History

France
- Name: Conquérant
- Launched: 9 December 1791
- Acquired: 1801
- Out of service: 21 September 1802
- Stricken: 1804
- Fate: Broken up September 1816

General characteristics
- Length: 53.05 m (174 ft 1 in); 47.55 m (156 ft 0 in) (length on keel);
- Beam: 14.35 m (47 ft 1 in)
- Draught: 7.35 m (24 ft 1 in)
- Armament: 26 × 24 pdr (11 kg) cannon; 28 × 12 pdr (5.4 kg) cannon; 12 × 6 pdr (2.7 kg) cannon;

= French ship Conquérant (1801) =

Ship of the line of the French Navy

Conquérant (/fr/) was a 74-gun ship of the line of the French Navy.

She was built in Cartagena (Spain) in 1791 as a 74-gun ship under the name Conquistador, sold to France in 1801 and renamed Conquérant. From December 1801 to January 1802, her guns were reduced from 74 to 66 in Brest (by Tupinier, S ing.).

In May 1802, under Captain Malin, Conquérant left France with the 77th demi-brigade and a Polish Legion (total 1,600pax), bound for to Hispaniola (Sainto Domingo) to support the French troupes against the Haitian Revolution.
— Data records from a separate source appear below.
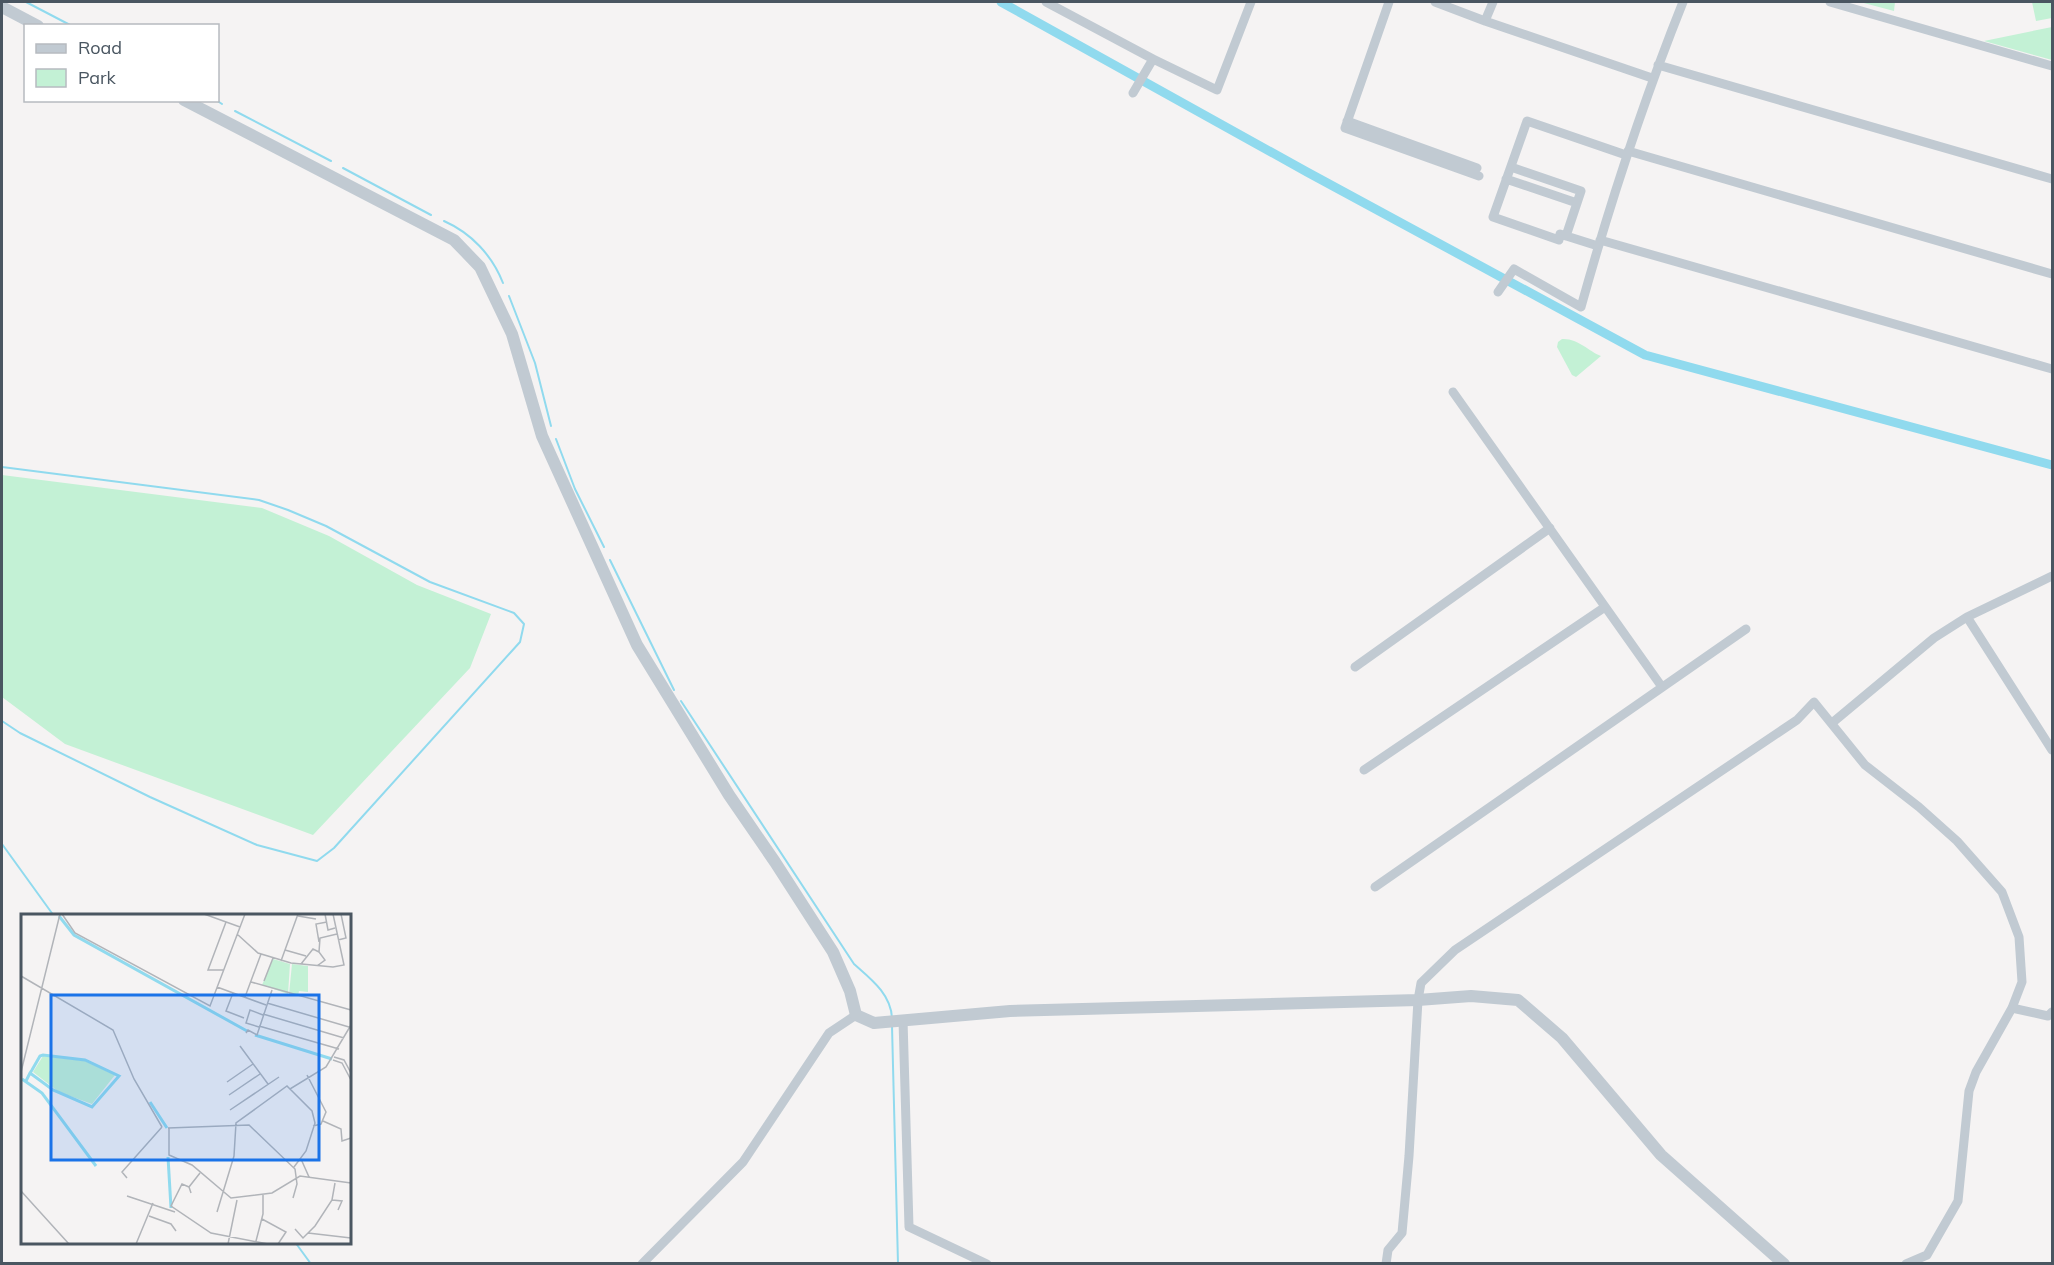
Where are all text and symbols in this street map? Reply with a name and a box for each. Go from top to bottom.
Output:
legend [24,24,219,102]
text: Road [78,36,122,59]
text: Park [78,66,117,89]
inset map [21,914,351,1244]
A day after she left France, she was damaged by a storm. The Conquérant arrived in Hispaniola 14 July 1802 with the troops; and immediately left with deportees (such as Rigaud). She returned safely to Brest in August 1802.

On 21 September 1802, she was disarmed in Brest.

She was stricken from the lists in 1804.